Marie Claire wore the same photograph printed on a T-shirt in the faint hope that he might have come back for the commemorations and would recognise the pretty baby girl with the dark curly hair whom he never held.

Betty Memery from Sandymount, Dublin came to honour the memory of her father, naval officer William Memery. He died back in Ireland without ever revealing much about his wartime experiences.

Betty's mother had wanted William's medals buried with him. Betty later found the leaflet the Department of Aviation and Transport had sent to him after the war, explaining what each medal and ribbon represented, so she got replicas made and wore them at the commemorations.

"I feel sorry now that I didn't talk to him more. What he did in the war is part of my history too and I'll never know all the details now," she said.

The 60th anniversary of D-Day has fuelled a desire to make up for lost time and missing family histories. It has provided a market for a business new to Ireland, although British companies have been operating in the area for a number of years.

Military Heritage Tours is a specialist travel company set up two years ago by Tony Martin, a former FCA captain from Drogheda, and Corkman Donal Buckley, a retired captain in the Irish Army. The company arranges trips to places in Ireland and abroad that are associated with Irish military history.

So far it has concentrated mainly on school groups and fellow ex-army members, but the current tour includes veterans, their families, amateur military historians and military memorabilia enthusiasts.

Mr Martin accepted that creating a varied and enjoyable tour while maintaining the appropriate tone of respect for the places they visited was a challenge for tour companies.

"The people we've had are genuinely interested and that's the way we want to keep it," he said, firmly ruling out promoting the trips as alternative stag weekends solely based on toys for boys and visits to tank museums and spitfire shows.

"You'll always get people who want to dress up and joke around, but they can make their own way here," he added.

The war cemeteries the current tour group visited would quieten the most boisterous tourist. Set between pasture land, lined by tall trees and serenaded by birdsong, they reduced visitors to whispers and tip-toes.

Lieutenant Colonel John Douglas, Chief of Staff of the Royal Irish Regiment, was delivering gentle greetings to friends, acquaintances and admirers of his much-medalled uniform.

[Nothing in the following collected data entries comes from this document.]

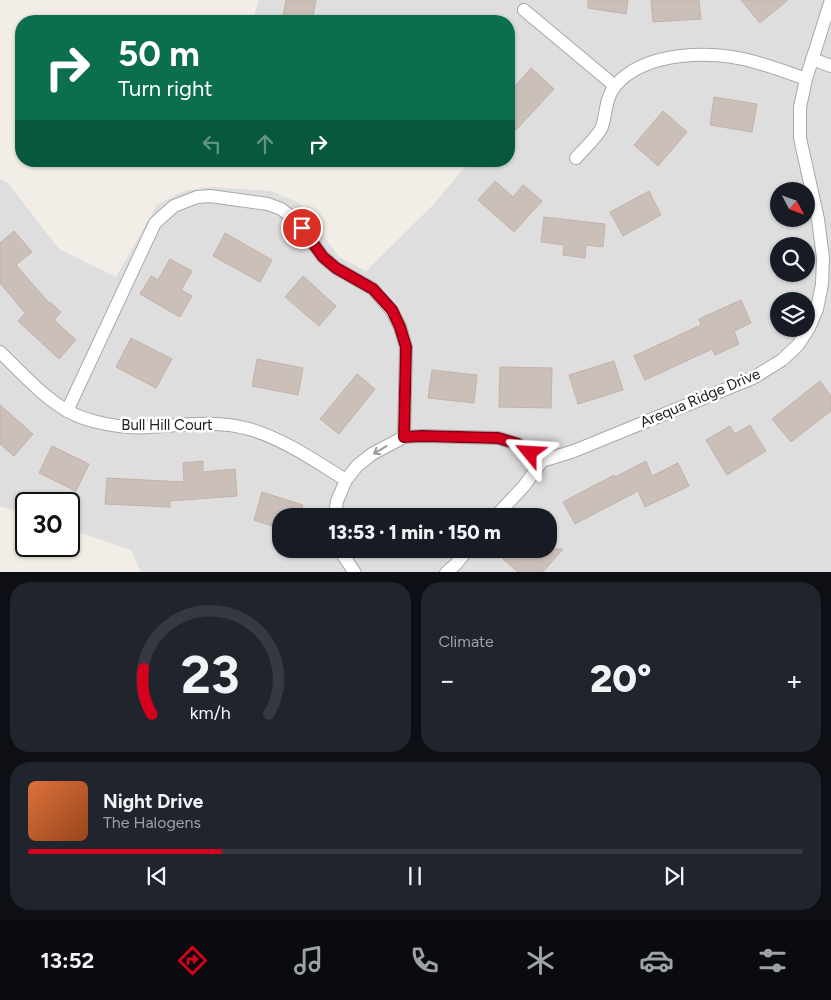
<!DOCTYPE html>
<meta charset="utf-8">
<style>
body{margin:0;font-family:Figtree,sans-serif;background:#20242c;color:#f1f3f6;height:100vh;display:flex;flex-direction:column;font-size:19px;white-space:nowrap}
*{box-sizing:border-box;margin:0}
p{font-size:16px;color:#9ea1a6}
.icon{flex:none;width:28px;height:28px;fill:none;stroke:currentColor;stroke-width:2;stroke-linecap:round;stroke-linejoin:round}
.map{position:relative;height:572px;overflow:hidden}
.sheet{display:flex;flex-direction:column;gap:10px;padding:10px;background:#0d0f14;flex:1}
.sheet>*{flex:none}
.guide{position:absolute;left:15px;top:15px;width:500px;height:152px;border-radius:20px;box-shadow:0 1px 4px #0004;background:#0b6e4f;color:#fff;overflow:hidden}
.needle{width:32px;rotate:131deg}
.tools{position:absolute;left:770px;top:182px;display:grid;gap:10px}
.tools a{display:grid;place-items:center;width:45px;height:45px;border-radius:50%;background:#171b24;box-shadow:0 1px 4px #0004;font-size:25px}
.speed{position:absolute;left:15px;top:492px;display:flex;gap:10px;font-size:25px;font-weight:700;text-align:center}
.speed>*{display:grid;place-content:center;width:65px;height:65px;border-radius:50%;background:#171b24;box-shadow:0 1px 4px #0004;line-height:1}
.speed .limit{border:2px solid #111;border-radius:8px;background:#fff;color:#111}
.pin{position:absolute;display:grid;place-items:center;width:42px;height:42px;color:#fff;margin:-21px;border:2px solid #fff;border-radius:50%;box-shadow:0 1px 5px #0007}
.me{position:absolute;width:55px;margin:-28px;rotate:297deg;stroke-linejoin:round;filter:drop-shadow(0 0 4px #0008)}
.turn{display:flex;align-items:center;gap:18px;height:105px;padding:0 20px;font-size:22px}
.turn .icon{width:65px;height:65px;stroke-width:2.5}
.turn b{display:block;font-size:35px;line-height:42px}
.lanes{display:flex;align-items:center;height:48px;padding:0 20px;background:#0003;justify-content:center;gap:25px;direction:ltr}
.lanes .off{opacity:.35}
.big{font-size:38px;font-weight:800;line-height:1.1}
.sheet .card{flex:1;display:flex;flex-direction:column;justify-content:center;gap:8px;min-width:0;padding:0 18px;border-radius:20px;background:#20242c}
.sheet .dial{align-items:center;gap:0}
.dial svg{height:130px;overflow:visible;fill:none;stroke:#363941;stroke-width:7;stroke-linecap:round;text-anchor:middle}
.dial text{fill:#f1f3f6;stroke:none}
.song{display:flex;align-items:center;gap:15px}
.cover{width:60px;height:60px;border-radius:8px;background:linear-gradient(135deg,hsl(20 70% 55%),hsl(20 70% 35%))}
.played{height:5px;border-radius:2px;background:linear-gradient(90deg,#d3001e 25%,#363941 25%)}
.keys{display:flex;justify-content:space-around;direction:ltr}
.heat{display:flex;justify-content:space-between;align-items:center;font-size:28px;direction:ltr}
.sheet .tiles{flex:1;display:grid;gap:10px;grid-template-columns:1fr 1fr}
.card:last-child{grid-column:span 2}
.trip{position:absolute;left:272px;top:508px;width:285px;height:50px;border-radius:20px;background:#171b24;box-shadow:0 1px 4px #0004;font-weight:800;line-height:50px;text-align:center}
.tab-bar{display:flex;height:80px;justify-content:space-around;align-items:center;background:#090b0e;color:#9ea1a6}
.tab-bar .icon{width:35px;height:35px}
.tab-bar .current{color:#d3001e}
.tab-bar b{font-size:22px;color:#f1f3f6}
.map>svg:first-child{display:block}
.residential{fill:#dfdede;fill-rule:evenodd}
.building{fill:#cbbfba;stroke:#c5b1a8}
.lines{fill:none;stroke-linecap:round;stroke-linejoin:round}
.minor-casing{stroke:#a8a8a8;stroke-width:14}
.minor{stroke:#fff;stroke-width:12}
.oneway{stroke:#9b9b9b}
.route-casing{stroke:#890014;stroke-width:12}
.route{stroke:#d3001e;stroke-width:9}
.labels{text-anchor:middle;dominant-baseline:central;stroke-width:5;stroke-linejoin:round;paint-order:stroke}
.street-label{font-size:15px;fill:#212121;stroke:#fff}
</style>
<div class="map">
<svg width="831" height="573" viewBox="0 0 831 573">
<rect width="100%" height="100%" fill="#f2ede7"/>
<!-- residential -->
<path class="residential" d="M259,0H831V572H141L131,550L69,529V504H26V515L0,506V179L8,183L59,249L116,277L157,205L184,191L211,187L271,191L299,203L339,257L366,271L432,206L470,161H509V21H252ZM779,191H806V219H779ZM779,246H806V274H779ZM779,301H806V329H779ZM281,516H549V549H281Z"/>
<!-- building -->
<path class="building" d="M286,0H316L312,21H282Z
M588,0H628L626,14L588,8Z
M651,0H699L701,19L653,22Z
M741,0H788L760,23Z
M531,68L554,89L516,130L509,123V93Z
M714,97L757,104L752,132L710,125Z
M663,111L687,132L658,166L634,145Z
M495,181L513,197L523,185L542,201L514,232L478,200Z
M649,191L661,215L623,236L610,212Z
M544,217L605,224L603,247L586,245L585,258L563,255L564,245L541,242Z
M14,231L32,252L16,265L49,303L50,302L61,312L54,320L76,340L59,359L18,321L25,313L0,283V243Z
M225,233L272,260L260,282L213,256Z
M170,259L192,271L181,290L192,296L180,317L140,294L151,276L158,280Z
M303,276L336,306L319,326L285,297Z
M741,300L751,323L734,331L739,344L715,355L712,349L645,380L634,356L701,325L699,319Z
M131,338L172,359L156,388L116,367Z
M257,359L303,368L298,395L252,386Z
M614,361L623,390L578,404L569,375Z
M500,367L552,368L551,408L499,407Z
M432,370L477,375L474,403L428,398Z
M357,374L375,389L339,434L320,419Z
M820,381L831,396V411L791,442L772,419Z
M0,405L33,434L14,456L0,444Z
M750,425L766,451L727,475L706,440L730,426L735,434Z
M52,446L89,464L76,491L39,473Z
M203,461V472L235,469L237,496L170,501V507L105,504L107,478L184,482L183,463Z
M646,461L652,476L678,463L689,486L645,507L638,491L575,524L563,502L614,475L615,477Z
M262,492L303,505L299,516H281V529L254,520Z
M512,549H563L542,573H519L503,559Z"/>
<g class="lines">
<defs>
<path id="minor" d="M524,10L615,86
M812,59L831,66
M576,158C584,149 595,139 601,129C607,116 604,100 615,86C645,50 714,50 755,62C773,67 789,73 806,79
M0,352C21,372 41,395 66,410C87,423 126,429 150,427C184,425 216,420 249,429C284,439 315,461 346,480
M67,411L155,223L174,206L197,197L210,196L268,204L281,209L292,217L302,228L323,257L336,268L373,289L392,311L400,327L406,347L404,437
M335,516L337,501L346,480L357,466L372,454L404,437L422,436L498,438L518,444L542,461
M496,516L524,486L542,461L574,451L753,378L782,360L798,345L809,328L817,309L822,284L823,258L818,219L800,138V107L806,79L831,0
M339,549L355,573
M446,573L456,564L468,549"/>
</defs>
<!-- minor casing -->
<use href="#minor" class="minor-casing"/>
<!-- minor -->
<use href="#minor" class="minor"/>
</g>
<!-- one-way arrows -->
<defs><path id="oneway-shaft" d="M-6 0H5M1.5-3L5.5 0L1.5 3" fill="none" stroke-width="1.6" stroke-linecap="round" stroke-linejoin="round" transform="scale(1.25)"/></defs>
<use class="oneway" href="#oneway-shaft" transform="translate(380 450) rotate(149)"/>
<g class="lines">
<defs>
<path id="route" d="M302,228L323,257L336,268L373,289L392,310L400,327L406,347L404,437L422,436L498,438L518,444L530,453"/>
</defs>
<!-- route casing -->
<use href="#route" class="route-casing"/>
<!-- route -->
<use href="#route" class="route"/>
</g>
<g class="labels">
<!-- street labels -->
<g class="street-label">
<text transform="translate(700 398) rotate(-23)">Arequa Ridge Drive</text>
<text x="167" y="425">Bull Hill Court</text>
</g>
</g>
</svg>
<div class="tools">
<a><svg class="needle" viewBox="-14 -14 28 28"><path d="M0-13l5 13h-10z" fill="#e53935"/><path d="M0 13l5-13h-10z" fill="#9ea1a6"/></svg></a>
<a><svg class="icon" aria-label="search" viewBox="0 0 24 24"><circle cx="10" cy="10" r="6"/><path d="M15 15l6 6"/></svg></a>
<a><svg class="icon" aria-label="layers" viewBox="0 0 24 24"><path d="M12 4l9 5-9 5-9-5zM3 14l9 5 9-5"/></svg></a>
</div>
<div class="speed"><div class="limit">30</div></div>
<div class="pin" style="left:302px;top:228px;background:#d93025"><svg class="icon" aria-label="arrive" viewBox="0 0 24 24"><path d="M6 21V4h12l-3 4 3 4H6"/></svg></div>
<svg class="me" style="left:530px;top:453px" viewBox="-20 -20 40 40"><path d="M0-17L14 15 0 8-14 15z" fill="#d3001e" stroke="#fff" stroke-width="4"/></svg>
<div class="trip">13:53 · 1 min · 150 m</div>
<div class="guide">
<div class="turn"><svg class="icon" aria-label="right" viewBox="0 0 24 24"><path d="M7 20v-9h11M14 6l5 5-5 5"/></svg><div><b>50 m</b>Turn right</div></div>
<div class="lanes"><svg class="icon off" aria-label="left" viewBox="0 0 24 24"><path d="M17 20v-9H6M10 6l-5 5 5 5"/></svg><svg class="icon off" aria-label="ahead" viewBox="0 0 24 24"><path d="M12 20V5M6 11l6-6 6 6"/></svg><svg class="icon" aria-label="right" viewBox="0 0 24 24"><path d="M7 20v-9h11M14 6l5 5-5 5"/></svg></div>
</div>
</div>
<section class="sheet">
<div class="tiles">
<div class="card dial"><svg viewBox="0 0 100 80">
<path d="M14 69A42 42 0 1 1 86 69"/>
<path d="M14 69A42 42 0 0 1 9 41" stroke="#d3001e"/>
<text x="50" y="56" font-size="32" font-weight="700">23</text>
<text x="50" y="72" font-size="11">km/h</text>
</svg></div>
<div class="card"><p>Climate</p>
<div class="heat"><a>−</a><b class="big">20°</b><a>+</a></div>
</div>
<div class="card">
<div class="song"><i class="cover"></i><div><b>Night Drive</b><p>The Halogens</p></div></div>
<div class="played"></div>
<div class="keys"><svg class="icon" aria-label="previous" viewBox="0 0 24 24"><path d="M18 5L8 12l10 7zM5 5v14"/></svg><svg class="icon" aria-label="pause" viewBox="0 0 24 24"><path d="M8 5v14M16 5v14"/></svg><svg class="icon" aria-label="next" viewBox="0 0 24 24"><path d="M6 5l10 7-10 7zM19 5v14"/></svg></div>
</div>
</div>
</section>
<nav class="tab-bar">
<b>13:52</b>
<svg class="icon current" aria-label="directions" viewBox="0 0 24 24"><path d="M12 3l9 9-9 9-9-9zM9 14v-3h6M13 9l2 2-2 2"/></svg>
<svg class="icon" aria-label="music" viewBox="0 0 24 24"><path d="M9 18V5l10-2v13"/><circle cx="6" cy="18" r="3"/><circle cx="16" cy="16" r="3"/></svg>
<svg class="icon" aria-label="phone" viewBox="0 0 24 24"><path d="M5 4h4l2 5-3 2q2 4 5 5l2-3 5 2v4C11 20 4 13 5 4z"/></svg>
<svg class="icon" aria-label="climate" viewBox="0 0 24 24"><path d="M12 3v18M4 7l16 10M4 17L20 7"/></svg>
<svg class="icon" aria-label="car" viewBox="0 0 24 24"><path d="M5 17H2v-5l4-1 3-4h7l3 4 3 1v5h-3M9 17h6M6 11h13"/><circle cx="7" cy="17" r="2"/><circle cx="17" cy="17" r="2"/></svg>
<svg class="icon" aria-label="filters" viewBox="0 0 24 24"><path d="M4 7h16M4 17h16"/><circle cx="9" cy="7" r="2"/><circle cx="15" cy="17" r="2"/></svg>
</nav>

He lectured in the Curragh before the first Irish peacekeeping troops went to Liberia last year. He gave the troops the benefit of his experiences in the Congo, where he was almost killed by a lynch mob, and Sierra Leone, where he was lucky to avoid capture when rebel forces took 11 of his colleagues hostage.

"The Royal Ulster Rifles were the genesis of the Royal Irish Regiment," he explained, brushing off the idea that his own ordeals had given him an insight into the horrors his forerunners faced.

"It's not quite the same thing," he said. "I'm just here really to represent the link between then and now, because history is a continuous thing and you can't divide it up. We come from two different eras but we're all soldiers."